A Material World
As the number of sustainability reporting frameworks expands, practitioners are struggling to make sense of the options. Meanwhile, industry experts are scrambling to declare a winner.
At the COMMIT!Forum 2013, BrownFlynn outlined the important details of the Sustainability Accounting Standards Board (SASB) and the Global Reporting Initiative (GRI) and demonstrated that they are complementary frameworks. The expanded use of each, whether individually or combined, is a positive trend for all stakeholders.
These are exciting times for reporters. SASB recently released its first standard (healthcare) for sustainability reporting to be disclosed in public companies’ Form 10-K. A second standard (financial institutions) is on the near horizon, likely to be released February 25, 2014. The GRI G4 Guidelines came out in May 2013, with reporters asked to conform after December 2015. The details outlined below are helpful to keep in mind as companies formulate their respective strategies for 2014 and beyond.

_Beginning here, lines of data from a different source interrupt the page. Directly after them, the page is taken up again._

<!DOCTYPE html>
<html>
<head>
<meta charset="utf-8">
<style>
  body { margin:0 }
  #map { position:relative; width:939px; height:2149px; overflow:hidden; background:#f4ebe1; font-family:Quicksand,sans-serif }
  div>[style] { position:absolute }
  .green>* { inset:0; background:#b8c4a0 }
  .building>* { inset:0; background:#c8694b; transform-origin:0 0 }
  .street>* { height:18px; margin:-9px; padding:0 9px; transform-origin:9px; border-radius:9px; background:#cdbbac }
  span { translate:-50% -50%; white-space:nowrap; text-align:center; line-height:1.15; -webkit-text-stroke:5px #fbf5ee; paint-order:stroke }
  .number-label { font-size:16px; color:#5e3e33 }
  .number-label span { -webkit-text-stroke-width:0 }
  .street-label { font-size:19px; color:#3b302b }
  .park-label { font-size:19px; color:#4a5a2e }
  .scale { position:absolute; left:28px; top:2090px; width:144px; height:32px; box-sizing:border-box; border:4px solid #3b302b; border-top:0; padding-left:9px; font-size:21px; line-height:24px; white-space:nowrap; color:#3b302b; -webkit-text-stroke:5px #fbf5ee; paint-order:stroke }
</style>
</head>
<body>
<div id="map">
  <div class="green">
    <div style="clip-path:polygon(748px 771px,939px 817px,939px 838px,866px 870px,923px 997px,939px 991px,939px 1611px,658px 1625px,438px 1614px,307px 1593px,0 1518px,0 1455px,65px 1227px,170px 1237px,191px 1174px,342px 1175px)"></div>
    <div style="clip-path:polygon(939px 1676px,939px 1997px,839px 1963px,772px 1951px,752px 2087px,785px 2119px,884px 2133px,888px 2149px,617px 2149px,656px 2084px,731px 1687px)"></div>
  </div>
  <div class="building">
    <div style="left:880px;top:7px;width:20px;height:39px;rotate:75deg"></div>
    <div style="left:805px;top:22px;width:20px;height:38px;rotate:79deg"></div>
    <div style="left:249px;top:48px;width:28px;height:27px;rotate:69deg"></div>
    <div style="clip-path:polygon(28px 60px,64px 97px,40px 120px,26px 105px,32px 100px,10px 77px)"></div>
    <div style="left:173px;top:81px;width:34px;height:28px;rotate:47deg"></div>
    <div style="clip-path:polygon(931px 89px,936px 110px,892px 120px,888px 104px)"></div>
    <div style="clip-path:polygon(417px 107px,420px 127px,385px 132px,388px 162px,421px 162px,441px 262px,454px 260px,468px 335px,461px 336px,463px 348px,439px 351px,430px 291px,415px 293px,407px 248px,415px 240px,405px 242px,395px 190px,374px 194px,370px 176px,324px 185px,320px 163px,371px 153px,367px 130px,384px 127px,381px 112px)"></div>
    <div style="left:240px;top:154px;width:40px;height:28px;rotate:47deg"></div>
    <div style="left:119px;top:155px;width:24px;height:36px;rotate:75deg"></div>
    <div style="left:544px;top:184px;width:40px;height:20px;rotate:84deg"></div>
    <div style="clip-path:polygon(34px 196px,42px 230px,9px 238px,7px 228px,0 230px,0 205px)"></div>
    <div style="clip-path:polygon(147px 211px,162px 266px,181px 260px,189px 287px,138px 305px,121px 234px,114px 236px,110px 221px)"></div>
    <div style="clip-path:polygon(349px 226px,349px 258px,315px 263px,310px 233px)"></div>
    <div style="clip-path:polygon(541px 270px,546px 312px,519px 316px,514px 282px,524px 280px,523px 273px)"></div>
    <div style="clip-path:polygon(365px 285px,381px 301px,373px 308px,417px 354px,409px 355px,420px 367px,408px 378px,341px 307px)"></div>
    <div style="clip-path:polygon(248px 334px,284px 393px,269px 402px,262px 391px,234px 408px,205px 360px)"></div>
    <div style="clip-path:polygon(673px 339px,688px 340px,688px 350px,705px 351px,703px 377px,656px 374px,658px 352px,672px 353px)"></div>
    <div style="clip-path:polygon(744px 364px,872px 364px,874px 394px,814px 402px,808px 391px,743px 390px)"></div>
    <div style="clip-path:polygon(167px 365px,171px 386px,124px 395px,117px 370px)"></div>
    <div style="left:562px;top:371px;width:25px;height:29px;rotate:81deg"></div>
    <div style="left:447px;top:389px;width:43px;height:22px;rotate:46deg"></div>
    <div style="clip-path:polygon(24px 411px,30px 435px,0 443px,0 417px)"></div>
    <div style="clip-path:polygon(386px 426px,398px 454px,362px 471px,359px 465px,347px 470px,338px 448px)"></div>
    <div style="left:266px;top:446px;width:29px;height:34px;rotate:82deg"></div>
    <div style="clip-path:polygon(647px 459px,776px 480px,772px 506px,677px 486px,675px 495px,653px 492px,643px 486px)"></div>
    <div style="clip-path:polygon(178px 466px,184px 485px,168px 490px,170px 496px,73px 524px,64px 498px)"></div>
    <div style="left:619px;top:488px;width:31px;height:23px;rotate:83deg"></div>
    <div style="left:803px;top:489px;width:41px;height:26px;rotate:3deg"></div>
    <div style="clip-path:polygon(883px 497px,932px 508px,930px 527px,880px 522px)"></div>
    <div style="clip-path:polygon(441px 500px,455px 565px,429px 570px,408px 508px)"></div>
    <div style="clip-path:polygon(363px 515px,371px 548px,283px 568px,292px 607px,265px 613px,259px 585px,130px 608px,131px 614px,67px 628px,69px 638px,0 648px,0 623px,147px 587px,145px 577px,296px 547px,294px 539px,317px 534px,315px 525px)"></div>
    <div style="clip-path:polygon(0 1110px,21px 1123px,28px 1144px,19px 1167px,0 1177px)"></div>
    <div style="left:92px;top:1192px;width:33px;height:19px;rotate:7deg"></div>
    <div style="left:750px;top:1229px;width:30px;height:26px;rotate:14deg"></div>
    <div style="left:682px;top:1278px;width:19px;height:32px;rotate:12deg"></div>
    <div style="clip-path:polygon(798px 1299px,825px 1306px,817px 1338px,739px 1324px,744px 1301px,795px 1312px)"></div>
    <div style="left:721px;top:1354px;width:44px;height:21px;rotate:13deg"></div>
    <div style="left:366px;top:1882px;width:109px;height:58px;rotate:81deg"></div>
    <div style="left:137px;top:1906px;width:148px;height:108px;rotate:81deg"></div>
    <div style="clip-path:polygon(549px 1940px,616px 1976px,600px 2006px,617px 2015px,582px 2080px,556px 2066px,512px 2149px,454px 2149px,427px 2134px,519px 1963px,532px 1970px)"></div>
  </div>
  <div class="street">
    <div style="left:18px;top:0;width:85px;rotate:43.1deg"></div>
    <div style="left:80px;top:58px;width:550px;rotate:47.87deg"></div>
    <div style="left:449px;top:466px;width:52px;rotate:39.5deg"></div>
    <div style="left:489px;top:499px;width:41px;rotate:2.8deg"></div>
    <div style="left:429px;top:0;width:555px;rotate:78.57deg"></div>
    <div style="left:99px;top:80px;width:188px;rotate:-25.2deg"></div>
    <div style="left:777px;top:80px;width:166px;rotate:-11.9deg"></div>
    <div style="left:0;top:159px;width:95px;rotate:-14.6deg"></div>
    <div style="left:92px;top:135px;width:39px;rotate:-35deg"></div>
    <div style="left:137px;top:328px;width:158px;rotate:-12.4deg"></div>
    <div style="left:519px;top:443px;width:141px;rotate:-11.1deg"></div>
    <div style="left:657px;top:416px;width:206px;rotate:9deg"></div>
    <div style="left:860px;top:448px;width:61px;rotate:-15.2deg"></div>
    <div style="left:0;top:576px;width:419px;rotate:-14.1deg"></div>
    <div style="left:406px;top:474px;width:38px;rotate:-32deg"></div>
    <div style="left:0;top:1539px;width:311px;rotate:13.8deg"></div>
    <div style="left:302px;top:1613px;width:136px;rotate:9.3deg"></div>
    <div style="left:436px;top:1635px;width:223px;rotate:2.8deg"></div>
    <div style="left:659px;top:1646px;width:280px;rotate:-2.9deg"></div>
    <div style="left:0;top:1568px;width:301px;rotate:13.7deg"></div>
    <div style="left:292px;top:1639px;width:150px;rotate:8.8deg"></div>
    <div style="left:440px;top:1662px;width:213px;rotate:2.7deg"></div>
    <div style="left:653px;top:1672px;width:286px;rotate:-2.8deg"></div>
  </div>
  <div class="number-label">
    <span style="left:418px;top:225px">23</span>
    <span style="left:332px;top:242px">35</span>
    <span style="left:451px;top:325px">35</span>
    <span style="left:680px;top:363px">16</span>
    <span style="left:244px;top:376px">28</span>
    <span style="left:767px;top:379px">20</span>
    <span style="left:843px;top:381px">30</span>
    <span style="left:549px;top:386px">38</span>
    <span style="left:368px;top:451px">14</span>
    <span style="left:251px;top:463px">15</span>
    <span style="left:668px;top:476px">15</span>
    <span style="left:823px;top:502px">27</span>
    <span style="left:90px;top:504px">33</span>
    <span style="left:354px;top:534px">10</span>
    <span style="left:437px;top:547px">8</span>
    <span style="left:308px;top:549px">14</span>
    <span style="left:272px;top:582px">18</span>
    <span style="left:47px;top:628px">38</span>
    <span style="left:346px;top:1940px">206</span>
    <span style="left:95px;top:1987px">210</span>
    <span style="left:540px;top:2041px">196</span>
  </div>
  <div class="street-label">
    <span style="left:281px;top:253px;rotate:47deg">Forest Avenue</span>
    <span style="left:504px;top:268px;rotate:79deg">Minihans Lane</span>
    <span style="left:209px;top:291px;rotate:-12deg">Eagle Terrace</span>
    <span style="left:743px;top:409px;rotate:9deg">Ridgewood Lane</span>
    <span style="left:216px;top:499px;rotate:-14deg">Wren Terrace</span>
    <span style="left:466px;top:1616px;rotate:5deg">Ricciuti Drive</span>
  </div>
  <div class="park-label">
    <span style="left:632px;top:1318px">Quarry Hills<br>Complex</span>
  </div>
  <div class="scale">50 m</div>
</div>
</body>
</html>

Reporting Scope and Target Audiences
The SASB Standards intend to provide “a view into the information needs of the reasonable investor” and represent the results of extensive industry research on sustainability disclosures. According to SASB, the regulatory framework for mandatory sustainability disclosure already exists in Regulation S-K, the regulation that “sets the specific disclosure requirements associated with Form 10-K and other SEC filings.” Regulation S-K “requires that companies describe known trends, demands, and uncertainties that have a material impact on
financial results” and many environmental and social impacts have a material impact on financial results. We suspect many companies in the healthcare industry are assessing the SASB standards and some leaders will include SASB metrics in their SEC filings next year.